There are many stereotypes and misconceptions surrounding Judging Types and Perceiving Types in the Myers Briggs Personality Indicator. Of the sixteen personalities, Judging types are typically known to be dominant, decisive, and goal-oriented.

These are types that push for a certain outcome or want to set their mind to a particular outcome. When you read online, you see the Judging personality type described as organised, clutter free, and always on time. But do these things have anything to do with Judging at all? Let’s go over five Judging stereotypes and talk about the essence of Judging.

Judging stereotype #1

All Judging types live by the same specific rules or norms ex: always be on time, keep your room tidy, be polite

Judging types can have different rules and opinions about how to organise their surroundings and what rules to follow and which to be relaxed about

Judging types are different in that Practical Judging types like STJs tend to focus on their environmental organisation and Idealistic Judging types like the XNFJs tend to focus more on creating a harmonious social utopia or dream world.

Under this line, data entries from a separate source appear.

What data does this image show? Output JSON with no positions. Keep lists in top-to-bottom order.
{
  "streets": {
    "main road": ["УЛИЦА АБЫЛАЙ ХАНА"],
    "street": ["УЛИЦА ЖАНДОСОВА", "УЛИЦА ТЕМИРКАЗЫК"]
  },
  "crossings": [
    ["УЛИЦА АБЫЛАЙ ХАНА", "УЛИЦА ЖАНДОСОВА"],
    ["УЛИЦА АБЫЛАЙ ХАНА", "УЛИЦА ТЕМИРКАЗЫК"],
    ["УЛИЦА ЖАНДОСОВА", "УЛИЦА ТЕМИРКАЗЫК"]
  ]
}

Social judging types like the SFJs tend to emphasise how a person should speak or act towards their community and the intellectual judging types like the NTJs, it is more important to focus on how to reach long term goals.

Judging stereotype #2

Judging types are less open-minded than Perceiving types

Judging types need longer time to process and adjust to new information

As a Judging type, I can find it harder to notice new information and to adjust to changes around me. If someone changes something around me I might not even have any idea they did. If someone tells me about a new idea, I’ll be interested in it and want to know more, but it may take me a long time before I understand the idea or have time to deal with it. It goes into my infinite to-do list, and I will get to it as soon as I have time to spare. Though sometimes, I need a reminder.

Judging stereotype #3

All Judging types are managers, bosses or directors

Introverted Judging types tend to focus on being their own leaders

There’s a big difference between Extroverted Judging types and Introverted Judging types. While EXXJs tend to focus on managing their environment and the people around them, IXXJs tend to focus more on managing themselves and their own time. We do not like to manage other people because that means we have to leave our own comfort zone.

Judging stereotype #4

Judging types dislike individuality

Judging types find individuality stressful

If chaos or difficult individuals go against our plans, it leads to stress because we have to adjust our plans to factor in for the craziness or the unexpected event. This can however be very positive for us. As long as it’s not too overwhelming, healthy Judging types will appreciate individualists and free thinkers for their input and will roll with your punches and feedback.

Judging stereotype #5

Judging types can’t relax!

Judging types work first and play later

Judging types do enjoy relaxation and fun and can be easygoing, as soon as they’re done with their own chores or feel they have done what they set out to in a day. But they want to get rid of their to-do list first. If their to-do list is infinite, this can be a problem, and can make them appear overly serious or intense. But many Judging types live by shorter to-do lists and are better at setting day by day targets and making long-term projections.

Judging types like to push boundaries

The Judging type when taken to the extreme is a boundary-setter and challenger. Someone that is constantly pushing themselves to do better, go further, reach higher. Half-way there is not close enough! Almost is not finished.

The most Judging personality type of all is the Enneagram 8. Enneagram 8s can be almost extreme in how aggressive, direct, and forceful they are about what they want. They often make good entrepreneurs and businessmen. They can handle any interruptions and changes and rarely lose focus on what they want.